Lizzie: So, spend 4. Make it more... fun.
David 'Gordo' Gordon: Fun? "Lord of the Flies" is about shipwrecked children eating each other!

"Lizzie McGuire: Inner Beauty (#2.16)" (2002)
David 'Gordo' Gordon: Look, I know that magazines these days are telling girls to get thinner, and telling me I have to be more muscular, and for whatever reason, Miranda's buying into, and I'm not. Uh, I'm not saying that you are, of course, you see, I just think that you have a better handle at this situation than I have, which is why I think you should talk to her.
Lizzie: Gordo, wait.
David 'Gordo' Gordon: What?
Lizzie: Okay, I wanna talk to her just as bad as you do. Okay? In fact, we're going to the mall tomorrow, I'll talk to her then.
David 'Gordo' Gordon: Wo... That's... that's great.
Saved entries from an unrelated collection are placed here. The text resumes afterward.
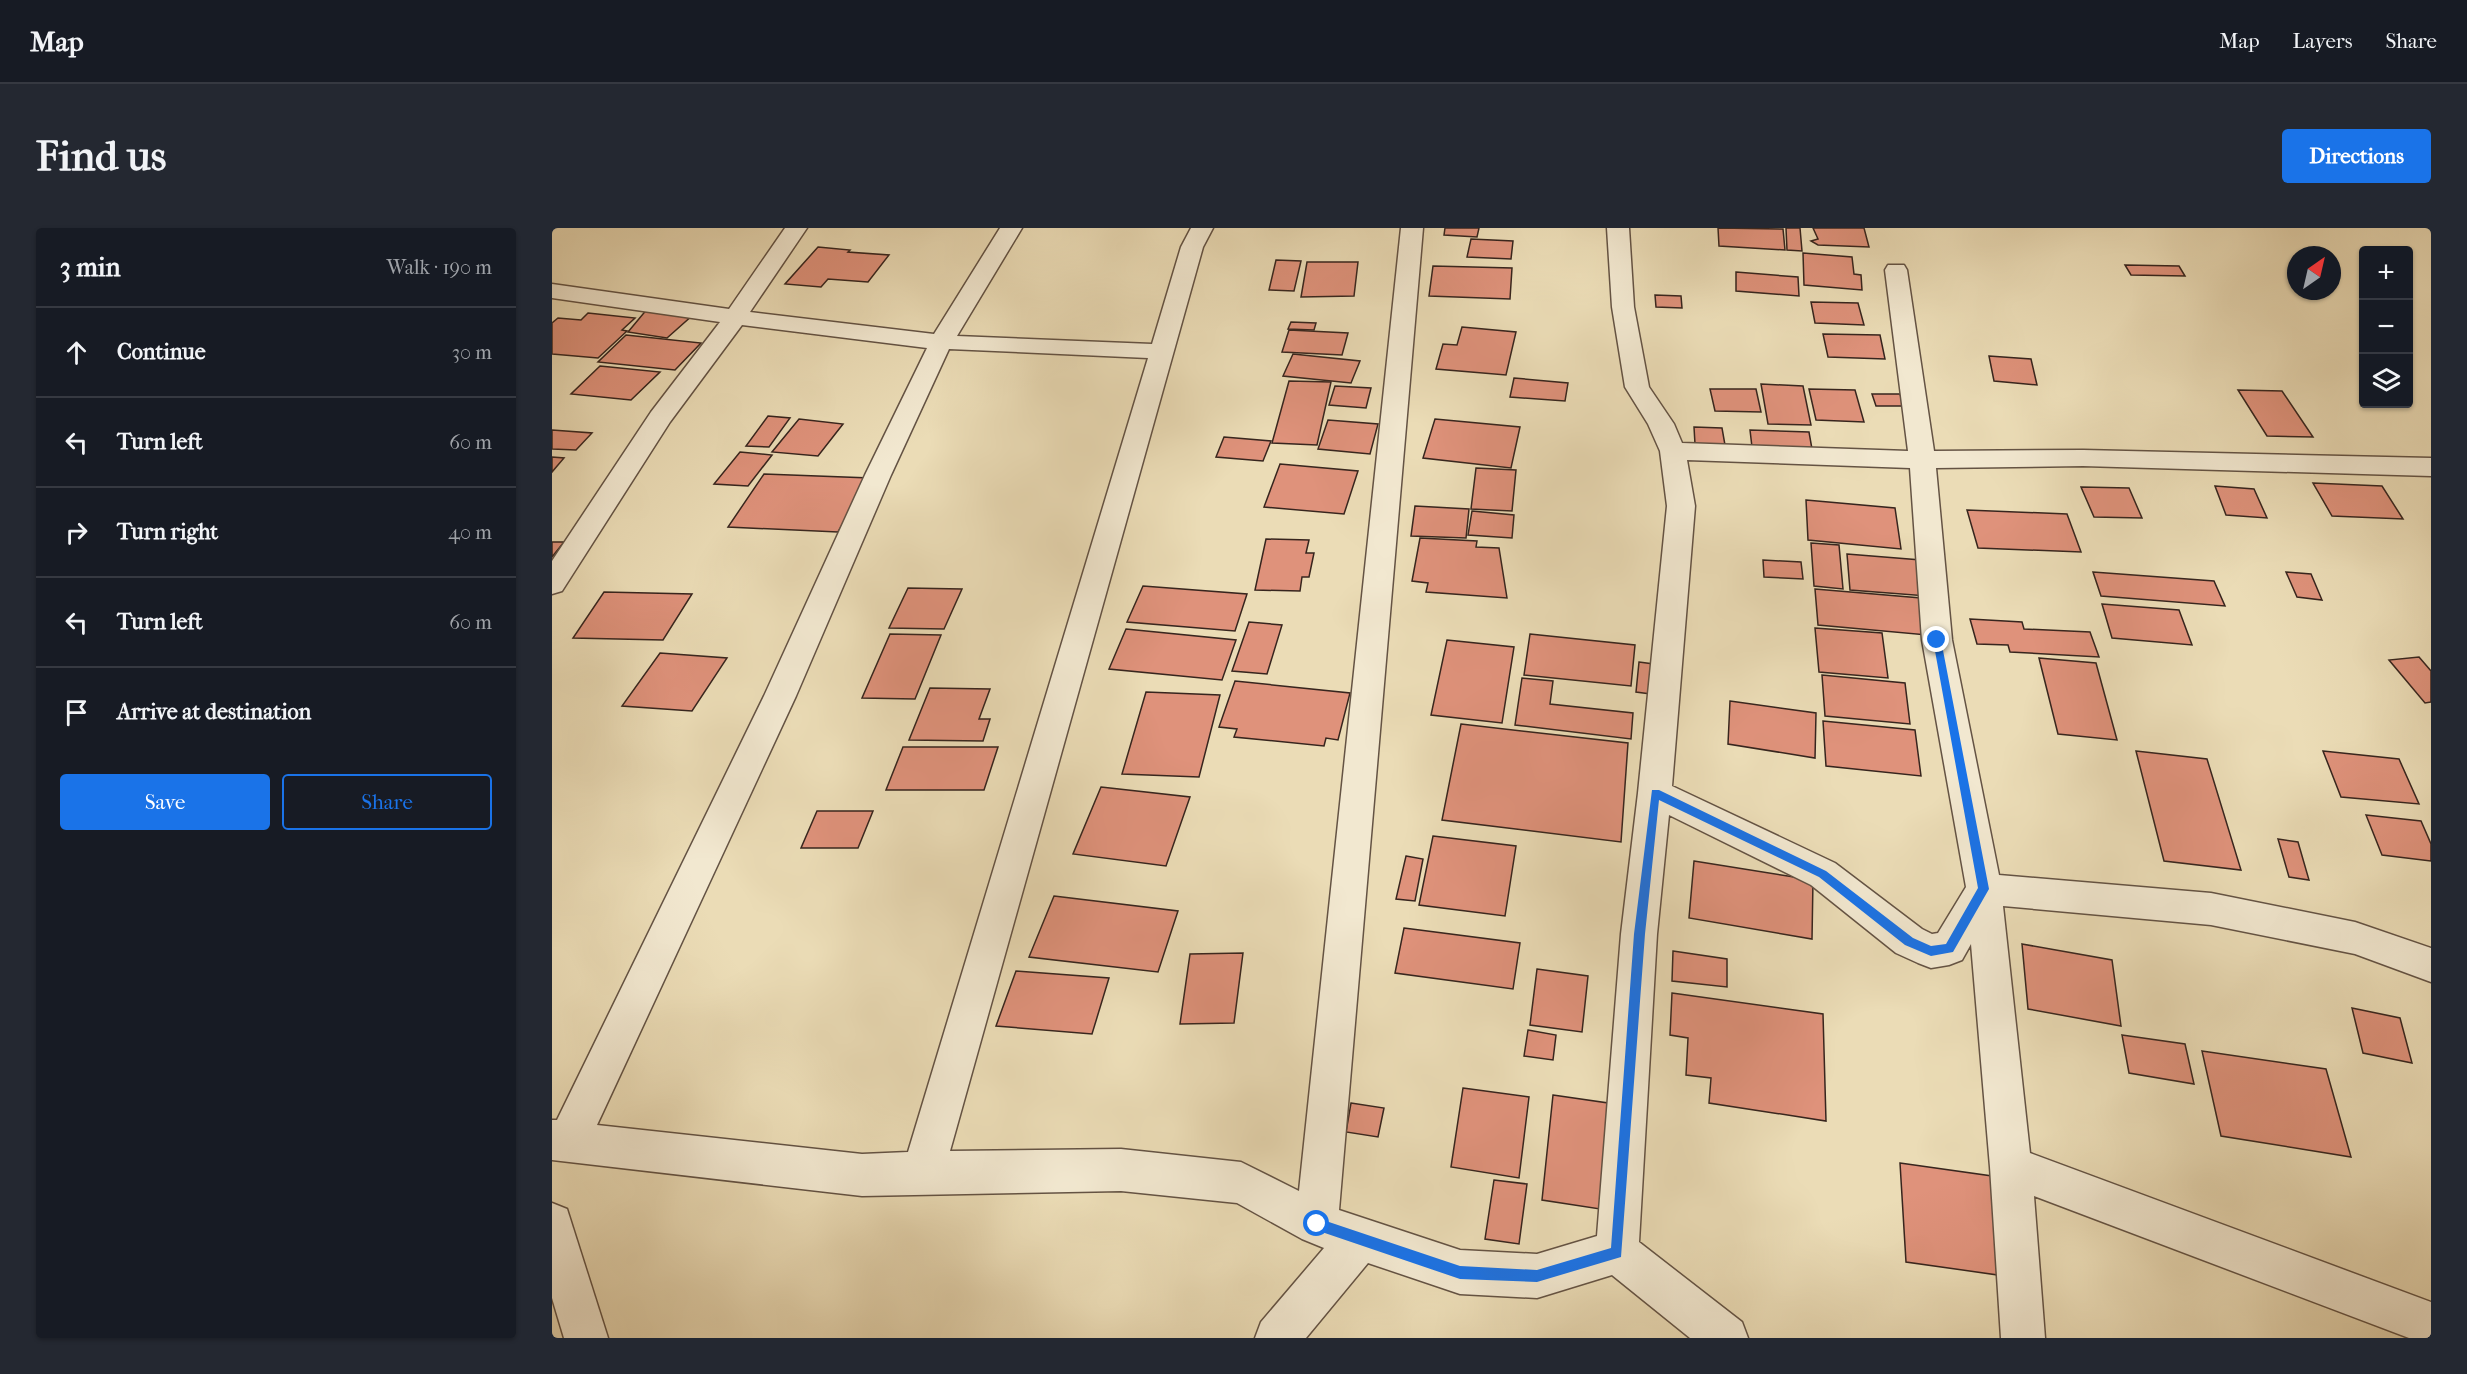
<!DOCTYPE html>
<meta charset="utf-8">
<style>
body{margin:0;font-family:"IM FELL French Canon",serif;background:#242831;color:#f1f3f6}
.controls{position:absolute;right:18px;top:18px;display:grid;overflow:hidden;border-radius:6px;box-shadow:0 2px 4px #0004}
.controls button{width:54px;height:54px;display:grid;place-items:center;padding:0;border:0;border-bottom:2px solid #363941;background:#171b24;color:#f1f3f6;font:30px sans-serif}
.compass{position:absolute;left:1735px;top:18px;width:54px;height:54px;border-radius:50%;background:#171b24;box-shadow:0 2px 4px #0004;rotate:34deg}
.stop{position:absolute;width:18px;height:18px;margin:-14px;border:4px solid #1a73e8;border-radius:50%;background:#fff}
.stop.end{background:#1a73e8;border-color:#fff;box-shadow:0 2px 6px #0008}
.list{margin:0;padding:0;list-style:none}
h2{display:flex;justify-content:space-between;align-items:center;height:78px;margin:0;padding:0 24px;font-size:26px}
h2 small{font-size:20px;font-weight:400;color:#9ea1a6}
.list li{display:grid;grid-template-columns:39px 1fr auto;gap:18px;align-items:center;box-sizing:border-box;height:90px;padding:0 24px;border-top:2px solid #363941}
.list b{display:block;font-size:22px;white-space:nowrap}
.list em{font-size:20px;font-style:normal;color:#9ea1a6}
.actions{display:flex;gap:12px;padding:18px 24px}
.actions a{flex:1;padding:14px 0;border:2px solid #1a73e8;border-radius:6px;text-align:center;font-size:21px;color:#1a73e8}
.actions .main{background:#1a73e8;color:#fff}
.icon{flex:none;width:33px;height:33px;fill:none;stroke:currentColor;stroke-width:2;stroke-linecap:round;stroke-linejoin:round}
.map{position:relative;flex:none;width:1879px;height:1110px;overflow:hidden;border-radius:6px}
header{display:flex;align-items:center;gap:36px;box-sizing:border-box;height:84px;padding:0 30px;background:#171b24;border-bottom:2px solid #363941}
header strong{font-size:28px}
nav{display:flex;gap:33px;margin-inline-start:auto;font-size:21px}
.intro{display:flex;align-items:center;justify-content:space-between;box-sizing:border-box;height:144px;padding:0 36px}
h1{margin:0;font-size:42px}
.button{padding:15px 27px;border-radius:6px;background:#1a73e8;color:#fff;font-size:21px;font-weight:700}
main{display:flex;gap:36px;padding:0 36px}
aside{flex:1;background:#171b24;border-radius:6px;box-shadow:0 2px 4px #0004}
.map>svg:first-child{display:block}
.building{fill:#df927b;stroke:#37251e;stroke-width:1.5}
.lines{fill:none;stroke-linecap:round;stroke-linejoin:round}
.minor-casing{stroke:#645344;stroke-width:3}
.minor{fill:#f2e8d0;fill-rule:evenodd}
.route{fill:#1a73e8}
</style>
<header>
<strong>Map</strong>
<nav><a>Map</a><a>Layers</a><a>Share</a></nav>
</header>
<div class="intro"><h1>Find us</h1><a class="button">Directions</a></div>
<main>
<aside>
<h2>3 min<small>Walk · 190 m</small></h2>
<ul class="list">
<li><svg class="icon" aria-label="ahead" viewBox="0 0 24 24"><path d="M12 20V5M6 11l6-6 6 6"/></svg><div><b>Continue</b></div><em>30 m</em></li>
<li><svg class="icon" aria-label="left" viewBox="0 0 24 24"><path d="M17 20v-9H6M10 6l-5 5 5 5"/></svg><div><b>Turn left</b></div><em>60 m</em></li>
<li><svg class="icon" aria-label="right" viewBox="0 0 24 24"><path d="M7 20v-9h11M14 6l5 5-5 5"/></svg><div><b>Turn right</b></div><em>40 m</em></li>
<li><svg class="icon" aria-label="left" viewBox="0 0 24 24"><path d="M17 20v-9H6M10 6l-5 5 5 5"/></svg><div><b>Turn left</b></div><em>60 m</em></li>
<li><svg class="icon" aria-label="arrive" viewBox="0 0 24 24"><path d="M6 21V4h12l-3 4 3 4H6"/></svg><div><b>Arrive at destination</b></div></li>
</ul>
<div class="actions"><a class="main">Save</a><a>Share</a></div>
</aside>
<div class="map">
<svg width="1879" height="1110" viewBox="0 0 1879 1110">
<rect width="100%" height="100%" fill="#ebdcb6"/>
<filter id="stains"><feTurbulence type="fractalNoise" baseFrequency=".00333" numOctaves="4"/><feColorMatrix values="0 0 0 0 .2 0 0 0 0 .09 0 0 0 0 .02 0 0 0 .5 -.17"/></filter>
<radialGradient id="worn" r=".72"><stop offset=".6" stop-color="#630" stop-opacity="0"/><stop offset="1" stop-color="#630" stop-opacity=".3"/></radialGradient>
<!-- building -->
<g class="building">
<polygon points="893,0 927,0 925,9 892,7"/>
<polygon points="1166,0 1231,1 1233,22 1167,18"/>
<polygon points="1234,0 1248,0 1250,23 1235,22"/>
<polygon points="1261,0 1312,0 1317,19 1266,17 1259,13 1266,11"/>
<polygon points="919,11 961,13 959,31 915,29"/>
<polygon points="266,19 298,22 296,24 337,27 316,54 276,51 269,59 233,56"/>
<polygon points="1251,25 1300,29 1302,46 1309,47 1310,62 1252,57"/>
<polygon points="724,32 749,33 742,63 717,62"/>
<polygon points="755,34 806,34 802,68 749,69"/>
<polygon points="1573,37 1627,38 1633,48 1579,47"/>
<polygon points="881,38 960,40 958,71 877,68"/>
<polygon points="1184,44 1246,49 1247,68 1184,63"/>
<polygon points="1103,67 1129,68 1130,80 1104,79"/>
<polygon points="1259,74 1306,75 1312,97 1263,95"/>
<polygon points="96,80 142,86 115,110 76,104"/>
<polygon points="36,85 83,90 70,102 75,103 46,130 0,126 0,95 6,90 29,92"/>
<polygon points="739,94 764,95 762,102 736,101"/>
<polygon points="910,99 964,104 954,147 884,141 891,116 905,117"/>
<polygon points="737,102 796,105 790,127 730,124"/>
<polygon points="1271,106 1328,107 1333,131 1276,129"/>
<polygon points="74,107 149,115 123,142 46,134"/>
<polygon points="741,126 808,133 799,155 731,148"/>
<polygon points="1437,128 1479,131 1485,157 1442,153"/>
<polygon points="48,138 108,144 79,172 19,166"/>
<polygon points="962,150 1016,155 1013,173 958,169"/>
<polygon points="737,153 779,154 765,217 720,215"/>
<polygon points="1209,156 1251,158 1259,197 1216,196"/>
<polygon points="783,158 819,160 814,180 777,177"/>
<polygon points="1158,161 1204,161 1209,184 1163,183"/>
<polygon points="1257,161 1303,162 1312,194 1264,192"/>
<polygon points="1686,162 1730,163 1761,209 1715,208"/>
<polygon points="1320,166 1348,166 1352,178 1324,178"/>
<polygon points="216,188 238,190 217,219 194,218"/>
<polygon points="247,191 291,196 266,228 220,224"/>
<polygon points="883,191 968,199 959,240 871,230"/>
<polygon points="776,192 826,196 818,226 766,221"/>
<polygon points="1142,199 1170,200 1173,217 1143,216"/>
<polygon points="0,202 40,205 24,222 0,221"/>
<polygon points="1198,202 1257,204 1260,221 1200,219"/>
<polygon points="672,209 719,213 711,233 664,229"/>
<polygon points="188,224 220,227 196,258 162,256"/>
<polygon points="0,229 12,230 0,244"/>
<polygon points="728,236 806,243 792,286 712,279"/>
<polygon points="924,240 964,242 960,283 919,281"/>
<polygon points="212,246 318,250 286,304 176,299"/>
<polygon points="1761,255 1830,258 1851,291 1780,288"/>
<polygon points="1663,258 1702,261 1715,290 1674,287"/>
<polygon points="1529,259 1577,260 1590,290 1542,289"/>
<polygon points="1254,272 1343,280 1349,321 1256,312"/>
<polygon points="863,278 917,281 914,310 859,308"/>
<polygon points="1415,282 1515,286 1529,324 1426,320"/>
<polygon points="920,283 962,287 960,310 916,307"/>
<polygon points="868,310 925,313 924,319 947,320 955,370 874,364 876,355 860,353"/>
<polygon points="714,311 757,312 754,325 762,325 757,349 750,349 748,363 703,362"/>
<polygon points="0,314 12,314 0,329"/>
<polygon points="1259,315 1287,317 1291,361 1262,358"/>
<polygon points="1295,326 1369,332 1375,368 1298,362"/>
<polygon points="1211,332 1249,334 1251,351 1212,349"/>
<polygon points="1541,344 1662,353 1673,378 1549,368"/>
<polygon points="1734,344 1759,346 1770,372 1745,369"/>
<polygon points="591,358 695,366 683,403 575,394"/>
<polygon points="356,360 410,361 392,401 337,400"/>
<polygon points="1263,361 1369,370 1375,407 1266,397"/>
<polygon points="52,364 140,366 111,412 21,410"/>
<polygon points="1550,376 1627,382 1640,417 1560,410"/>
<polygon points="1418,391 1470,394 1472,401 1538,404 1547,429 1458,424 1456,417 1425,416"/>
<polygon points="697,394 730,397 715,446 680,443"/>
<polygon points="1263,400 1330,405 1336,450 1267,444"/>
<polygon points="574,401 684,412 670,452 557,441"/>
<polygon points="338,406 389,407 363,471 310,470"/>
<polygon points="978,406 1083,417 1079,458 972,447"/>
<polygon points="895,412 962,419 950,495 879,487"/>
<polygon points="108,425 175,430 140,483 70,478"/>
<polygon points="1867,429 1879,443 1879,474 1873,475 1837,432"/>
<polygon points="1487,430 1544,435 1565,512 1506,506"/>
<polygon points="1087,434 1109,437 1106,467 1084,464"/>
<polygon points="1270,447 1353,455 1358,496 1273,488"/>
<polygon points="970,450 1001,453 998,476 1081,485 1079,511 963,497"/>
<polygon points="683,453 798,465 786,512 774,510 772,518 682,509 685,501 667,499"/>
<polygon points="378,460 438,461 427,491 438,491 431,513 357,512"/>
<polygon points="594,464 668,467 647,549 570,546"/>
<polygon points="1178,473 1264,485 1263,530 1176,516"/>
<polygon points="1271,493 1363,502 1369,548 1274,538"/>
<polygon points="909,496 1076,515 1069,614 890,592"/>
<polygon points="351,519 446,519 432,562 334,562"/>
<polygon points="1584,523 1655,531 1689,642 1612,633"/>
<polygon points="1771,523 1847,531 1867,576 1789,569"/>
<polygon points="549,559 638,569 614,638 521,626"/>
<polygon points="265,583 321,583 306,620 249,620"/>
<polygon points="1814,587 1869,593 1879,616 1879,633 1830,627"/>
<polygon points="881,608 964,618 953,688 867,677"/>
<polygon points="1726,611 1746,614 1757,652 1737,649"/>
<polygon points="854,628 871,631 863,673 844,671"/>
<polygon points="1142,633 1261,652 1260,711 1137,690"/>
<polygon points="502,668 626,683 606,744 477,729"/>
<polygon points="852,700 968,715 961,761 843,745"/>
<polygon points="1470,716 1560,732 1569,798 1476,781"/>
<polygon points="1121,723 1175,731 1175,759 1120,753"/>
<polygon points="691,725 682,795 628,796 638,726"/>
<polygon points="985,741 1036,748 1030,804 978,797"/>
<polygon points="464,743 557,750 540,806 444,798"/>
<polygon points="1120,765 1271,786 1274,893 1157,875 1159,850 1134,847 1136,810 1118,807"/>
<polygon points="1800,780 1848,790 1860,835 1811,825"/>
<polygon points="976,802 1004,807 1001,832 972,828"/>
<polygon points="1570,807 1633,816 1642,856 1577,845"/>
<polygon points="1650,823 1774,841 1799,929 1669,908"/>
<polygon points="911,860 977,869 967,950 899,939"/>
<polygon points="1001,867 1056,875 1048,981 990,972"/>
<polygon points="799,875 832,880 826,909 794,904"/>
<polygon points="1348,935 1440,948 1453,1048 1354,1034"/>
<polygon points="942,952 975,956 967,1016 933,1011"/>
</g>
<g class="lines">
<!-- minor casing -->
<g class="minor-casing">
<g id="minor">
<path d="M233,0H255L198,84L382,106L448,0H470L405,108L600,116L629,19L639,0H661L651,19L398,923L569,921L689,934L747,963L849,0H871L787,982L908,1022L985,1026L1045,1008L1069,706L1086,565L1115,278L1108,223L1096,196L1073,159L1060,79L1055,0H1077L1082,79L1097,159L1122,196L1130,215L1356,223L1333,42L1336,37H1352L1355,42L1382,223L1531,222L1879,230V248L1531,238L1384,240L1400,412L1447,647L1659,665L1803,694L1879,720V754L1803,726L1659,697L1451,678L1478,925L1879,1074V1110H1857L1482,968L1493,1110H1449L1438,939L1419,716L1410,732L1397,737L1379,740L1366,735L1344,725L1259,657L1117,587L1105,706L1087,1014L1190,1094L1196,1110H1138L1060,1047L985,1070L908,1066L816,1035L754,1110H703L709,1094L772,1020L750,1011L685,975L569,963L310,968L0,932V892H5L212,468L313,247L375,120L190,97L118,194L10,363L0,366V333L99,184L168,94L0,70V56L177,81ZM397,121L596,130L356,924L310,926L45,897L244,468L339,247ZM1135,232L1358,240L1370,412L1414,659L1386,705L1380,706L1370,701L1283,635L1120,558L1143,278Z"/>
<polygon points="0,975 15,981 56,1110 12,1110 0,1070"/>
</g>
</g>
<!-- minor -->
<use href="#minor" class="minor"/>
</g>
<!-- route -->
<polygon class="route" points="1385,409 1389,412 1437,661 1401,724 1379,728 1353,717 1267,649 1107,572 1093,706 1069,1029 985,1054 908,1051 761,1001 759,996 765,990 908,1038 985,1042 1059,1020 1082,706 1100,562 1107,562 1274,643 1361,710 1379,718 1394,716 1426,660 1381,412"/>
<rect width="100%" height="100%" filter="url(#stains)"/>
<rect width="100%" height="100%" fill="url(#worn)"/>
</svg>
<div class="controls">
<button>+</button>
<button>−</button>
<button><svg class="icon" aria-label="layers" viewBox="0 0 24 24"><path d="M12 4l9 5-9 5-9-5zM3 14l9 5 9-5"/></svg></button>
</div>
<svg class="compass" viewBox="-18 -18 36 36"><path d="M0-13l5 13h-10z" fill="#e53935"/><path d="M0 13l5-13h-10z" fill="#9ea1a6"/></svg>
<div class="stop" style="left:765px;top:996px"></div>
<div class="stop end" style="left:1385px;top:412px"></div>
</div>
</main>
Because I-I think she needs to know that we're her friends, and if she ever, ever needs anyone to talk to, that we're her go-to-peeps, through thick, through thin, we'll always be there! And I gotta tell you, that the whole idea of you talking to her is a HUGE relief, 'cause frankly, I have no idea what to say.
[Lizzie looks a little off, but claps him on his back, trying to comfort him]

"Lizzie McGuire: Rumors (#1.1)" (2001)
David 'Gordo' Gordon: If you ask me...
Lizzie McGuire: Not gonna.
David 'Gordo' Gordon: ...any group activity that forces others to be happy, is by nature evil.
Lizzie McGuire: And that's why I didn't ask.
David 'Gordo' Gordon: I just don't understand the herd mentality, that, you know... tells us what to wear, what to watch, what to eat... Mm, McNuggets!

"Lizzie McGuire: Picture Day (#1.2)" (2001)
David 'Gordo' Gordon: I just don't see why we should give in to all this peer pressure.
Lizzie McGuire: Because we have peers, and they put pressure on us. If it was just you and me, I wouldn't care how I looked. But I do have to live in this world.